We took the government away. We stuffed the ballot boxes. We shot them. We are not ashamed of it. The Senator from Wisconsin would have done the same thing. I see it in his eye right now. He would have done it...The brotherhood of man exists no longer, because you shoot negroes [sic] in Illinois, when they come in competition with your labor, as we shoot them in South Carolina when they come in competition with us in the matter of elections. You do not love them any better than we do."As the United States rang in the twentieth century waging a brutal war of conquest against Filipino freedom fighters, a sitting U.S. senator could stand in the center of national power and boast of the murders that secured his political power.
Nearly half a century later, much had changed.
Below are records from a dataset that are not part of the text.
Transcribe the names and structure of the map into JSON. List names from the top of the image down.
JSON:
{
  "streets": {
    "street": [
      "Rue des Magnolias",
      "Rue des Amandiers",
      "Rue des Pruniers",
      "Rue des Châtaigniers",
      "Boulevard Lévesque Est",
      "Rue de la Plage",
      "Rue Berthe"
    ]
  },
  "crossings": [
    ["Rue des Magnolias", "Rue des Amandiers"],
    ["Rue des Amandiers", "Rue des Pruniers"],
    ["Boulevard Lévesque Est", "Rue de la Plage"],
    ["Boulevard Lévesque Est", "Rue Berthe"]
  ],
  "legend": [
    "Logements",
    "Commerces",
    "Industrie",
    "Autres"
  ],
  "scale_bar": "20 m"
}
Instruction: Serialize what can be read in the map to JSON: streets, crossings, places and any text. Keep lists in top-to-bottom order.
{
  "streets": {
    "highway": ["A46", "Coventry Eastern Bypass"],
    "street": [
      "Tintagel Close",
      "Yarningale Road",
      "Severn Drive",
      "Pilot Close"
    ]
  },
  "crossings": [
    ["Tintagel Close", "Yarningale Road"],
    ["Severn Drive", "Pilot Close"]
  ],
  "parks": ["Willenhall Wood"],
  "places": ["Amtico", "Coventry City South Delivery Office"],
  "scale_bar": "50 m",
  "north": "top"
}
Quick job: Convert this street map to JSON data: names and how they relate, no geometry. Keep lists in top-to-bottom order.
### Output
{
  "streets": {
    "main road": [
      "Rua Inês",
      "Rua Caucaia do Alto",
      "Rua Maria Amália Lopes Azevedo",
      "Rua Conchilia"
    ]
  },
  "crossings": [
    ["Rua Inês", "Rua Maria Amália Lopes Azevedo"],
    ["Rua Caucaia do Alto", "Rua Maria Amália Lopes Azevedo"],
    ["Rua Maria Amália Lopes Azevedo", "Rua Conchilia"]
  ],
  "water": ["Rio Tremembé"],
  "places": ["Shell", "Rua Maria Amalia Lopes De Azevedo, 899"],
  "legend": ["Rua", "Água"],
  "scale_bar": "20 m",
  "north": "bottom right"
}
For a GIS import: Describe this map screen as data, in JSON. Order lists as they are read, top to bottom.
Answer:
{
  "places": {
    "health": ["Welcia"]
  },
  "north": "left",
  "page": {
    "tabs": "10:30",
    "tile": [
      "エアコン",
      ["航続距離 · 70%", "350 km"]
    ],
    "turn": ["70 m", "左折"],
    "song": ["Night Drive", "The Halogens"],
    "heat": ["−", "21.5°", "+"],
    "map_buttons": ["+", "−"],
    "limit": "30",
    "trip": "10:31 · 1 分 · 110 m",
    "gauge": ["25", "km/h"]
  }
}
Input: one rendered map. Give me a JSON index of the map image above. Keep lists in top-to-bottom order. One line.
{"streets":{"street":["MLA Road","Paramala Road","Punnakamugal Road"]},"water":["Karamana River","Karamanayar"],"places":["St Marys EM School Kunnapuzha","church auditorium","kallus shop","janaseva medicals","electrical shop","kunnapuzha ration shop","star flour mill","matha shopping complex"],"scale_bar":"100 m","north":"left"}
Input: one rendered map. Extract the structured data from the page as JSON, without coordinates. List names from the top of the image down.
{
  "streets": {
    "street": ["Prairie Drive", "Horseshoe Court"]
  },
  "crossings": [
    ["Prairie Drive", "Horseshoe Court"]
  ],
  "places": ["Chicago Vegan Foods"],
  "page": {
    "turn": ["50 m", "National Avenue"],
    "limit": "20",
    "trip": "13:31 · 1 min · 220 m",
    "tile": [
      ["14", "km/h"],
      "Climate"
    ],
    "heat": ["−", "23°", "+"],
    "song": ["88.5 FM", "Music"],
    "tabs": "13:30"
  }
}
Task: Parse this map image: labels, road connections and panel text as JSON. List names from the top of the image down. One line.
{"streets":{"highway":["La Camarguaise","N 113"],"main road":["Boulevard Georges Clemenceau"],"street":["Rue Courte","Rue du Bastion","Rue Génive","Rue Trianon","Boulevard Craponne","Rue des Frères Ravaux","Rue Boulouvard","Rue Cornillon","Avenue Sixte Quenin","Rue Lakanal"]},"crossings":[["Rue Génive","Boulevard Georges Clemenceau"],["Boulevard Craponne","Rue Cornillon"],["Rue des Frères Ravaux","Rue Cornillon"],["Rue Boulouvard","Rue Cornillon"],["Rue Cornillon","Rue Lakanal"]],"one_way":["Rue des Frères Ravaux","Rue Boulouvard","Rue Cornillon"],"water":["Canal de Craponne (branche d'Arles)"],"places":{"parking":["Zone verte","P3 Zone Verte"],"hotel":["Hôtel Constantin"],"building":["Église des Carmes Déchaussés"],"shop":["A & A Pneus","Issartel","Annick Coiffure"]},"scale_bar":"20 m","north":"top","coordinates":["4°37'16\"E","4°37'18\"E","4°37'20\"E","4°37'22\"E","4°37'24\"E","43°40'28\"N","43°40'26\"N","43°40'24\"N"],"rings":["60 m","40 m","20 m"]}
It was 1947, and the Senate was refusing to seat one of its recently reelected members. Theodore Bilbo of Mississippi, a racist populist beloved by many Whites in his home state, was accused of obliquely urging his supporters to employ violence to ensure Blacks did not vote in the election. While the Senate dithered, Bilbo went home to Mississippi to die of cancer later that year.
The racist violence that Tillman could boast of with impunity in the halls of national power at the beginning of the century had become, by mid-century, grounds to refuse a Senator his seat. Bilbo was disciplined for whispering in Mississippi what Tillman had shouted in Washington. In the aftermath of World War Two and the Holocaust, explicit racism was fast going out of style.
George Wallace: The face of the so-called "white backlash" |
Why does all this matter now?
There was a dramatic amount of racial change during the twentieth century, as the shifting rhetoric from Tillman to Bilbo to Wallace indicates. Much of this change was for the good, and the fortunes of people of color in the United States today are vastly different than a century ago.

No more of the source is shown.